[Saved data entries]

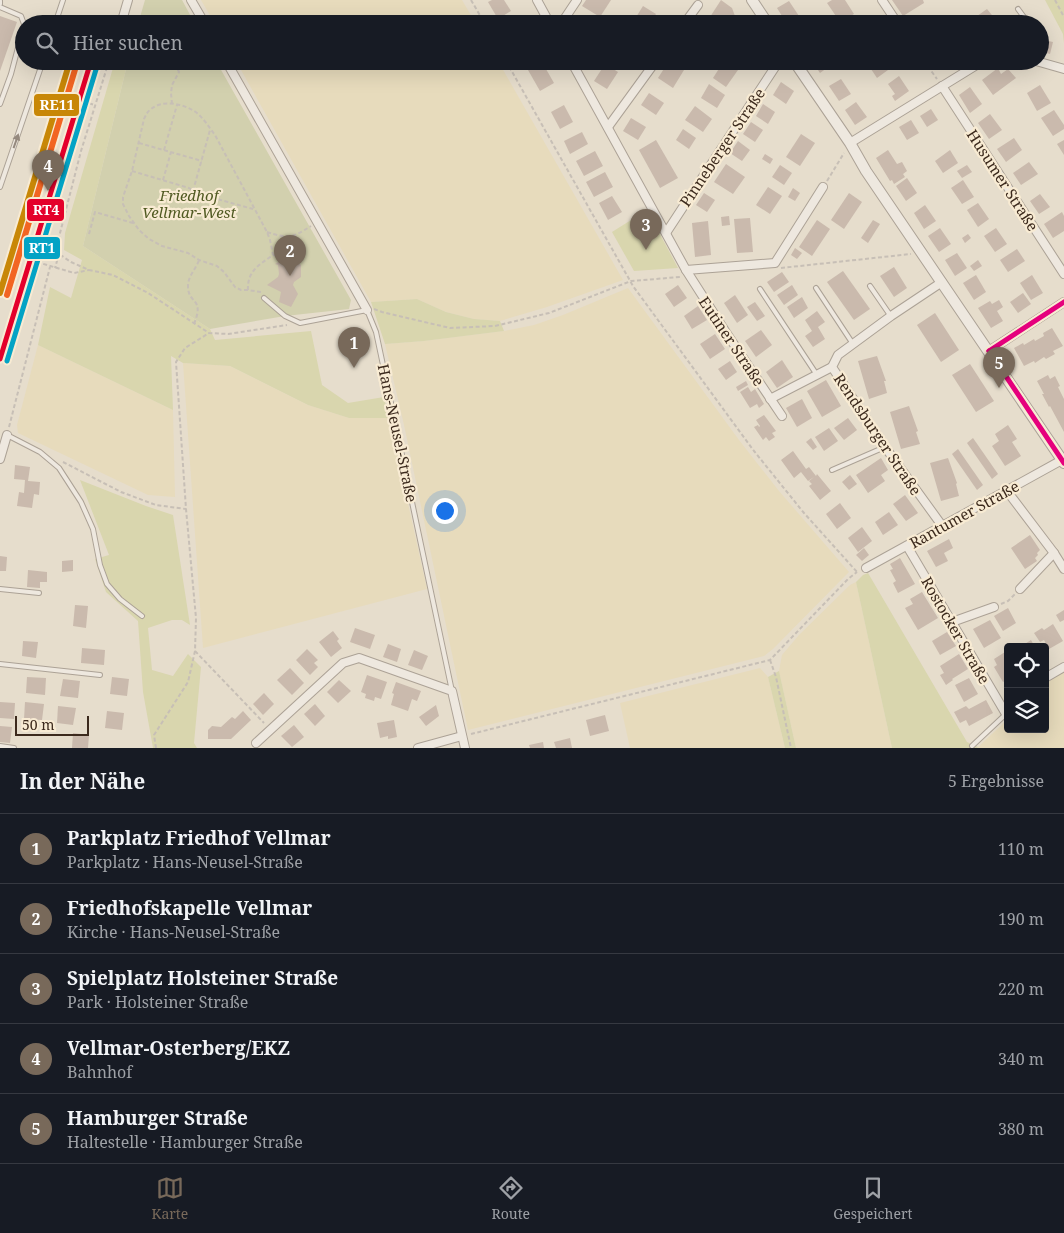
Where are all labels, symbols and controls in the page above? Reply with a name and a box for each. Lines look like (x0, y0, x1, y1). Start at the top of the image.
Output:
search box (15, 15, 1049, 70)
icon: search (33, 29, 61, 57)
text: Hier suchen (73, 30, 183, 56)
street label: Pinneberger Straße (675, 84, 769, 210)
line badge: RE11 (33, 93, 80, 117)
text: RE11 (40, 95, 75, 114)
street label: Husumer Straße (963, 125, 1043, 235)
one-way arrow (12, 133, 20, 148)
pin: 4 (32, 150, 64, 191)
park label: Friedhof Vellmar-West (142, 185, 237, 222)
line badge: RT4 (26, 198, 65, 222)
text: RT4 (33, 200, 59, 219)
pin: 3 (630, 209, 662, 250)
pin: 2 (274, 235, 306, 276)
line badge: RT1 (23, 236, 61, 260)
text: RT1 (29, 238, 55, 257)
street label: Eutiner Straße (695, 292, 769, 390)
pin: 1 (338, 327, 370, 368)
pin: 5 (983, 347, 1015, 388)
street label: Hans-Neusel-Straße (374, 362, 422, 504)
street label: Rendsburger Straße (830, 369, 926, 499)
street label: Rantumer Straße (906, 476, 1022, 552)
your location (432, 498, 458, 524)
street label: Rostocker Straße (917, 573, 995, 687)
map controls (1004, 643, 1049, 733)
button: locate (1004, 643, 1049, 688)
button: layers (1004, 688, 1049, 733)
scale bar (15, 713, 89, 736)
text: 50 m (22, 715, 55, 734)
text: In der Nähe (20, 767, 145, 795)
text: 5 Ergebnisse (948, 770, 1044, 792)
text: Parkplatz Friedhof Vellmar (67, 825, 331, 851)
text: 1 (31, 838, 41, 860)
text: 110 m (998, 838, 1044, 860)
text: Parkplatz · Hans-Neusel-Straße (67, 851, 303, 873)
text: Friedhofskapelle Vellmar (67, 895, 312, 921)
text: 2 (31, 908, 41, 930)
text: 190 m (998, 908, 1044, 930)
text: Kirche · Hans-Neusel-Straße (67, 921, 280, 943)
text: Spielplatz Holsteiner Straße (67, 965, 338, 991)
text: 3 (31, 978, 41, 1000)
text: 220 m (998, 978, 1044, 1000)
text: Park · Holsteiner Straße (67, 991, 248, 1013)
text: Vellmar-Osterberg/EKZ (67, 1035, 290, 1061)
text: 4 (31, 1048, 41, 1070)
text: 340 m (998, 1048, 1044, 1070)
text: Bahnhof (67, 1061, 132, 1083)
text: Hamburger Straße (67, 1105, 248, 1131)
text: 5 (31, 1118, 41, 1140)
text: 380 m (998, 1118, 1044, 1140)
text: Haltestelle · Hamburger Straße (67, 1131, 303, 1153)
tab: Karte (152, 1174, 188, 1223)
tab: Route (491, 1174, 530, 1223)
tab: Gespeichert (833, 1174, 912, 1223)

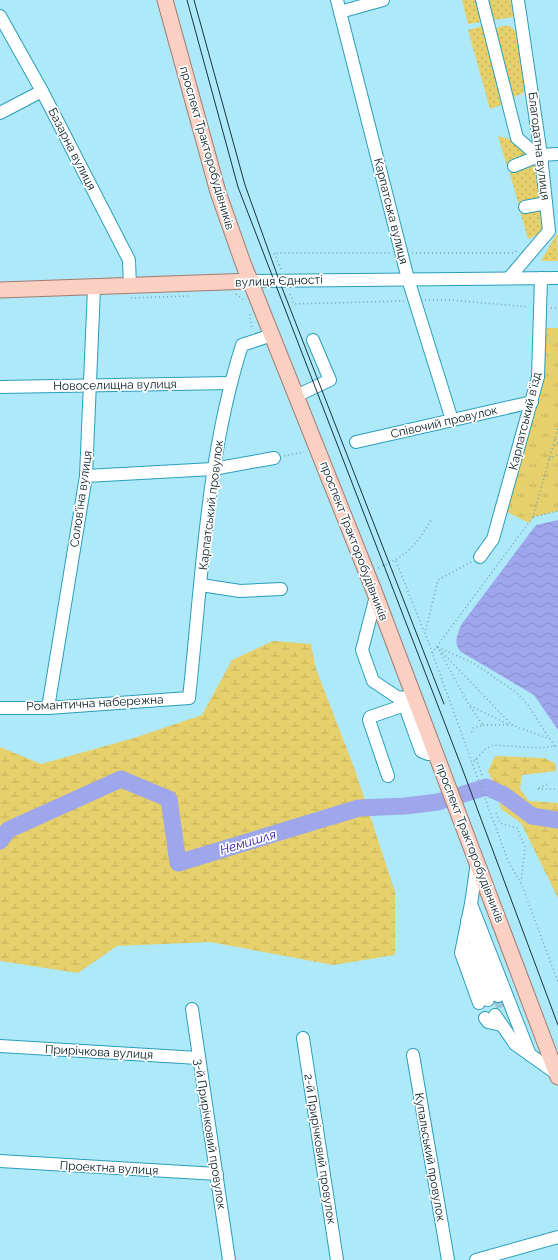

* _WHAT IS EXPECTED_: Show every line above in which the word "Hans" occurs.

* _RESPONSE AREA_:
street label: Hans-Neusel-Straße (374, 362, 422, 504)
text: Parkplatz · Hans-Neusel-Straße (67, 851, 303, 873)
text: Kirche · Hans-Neusel-Straße (67, 921, 280, 943)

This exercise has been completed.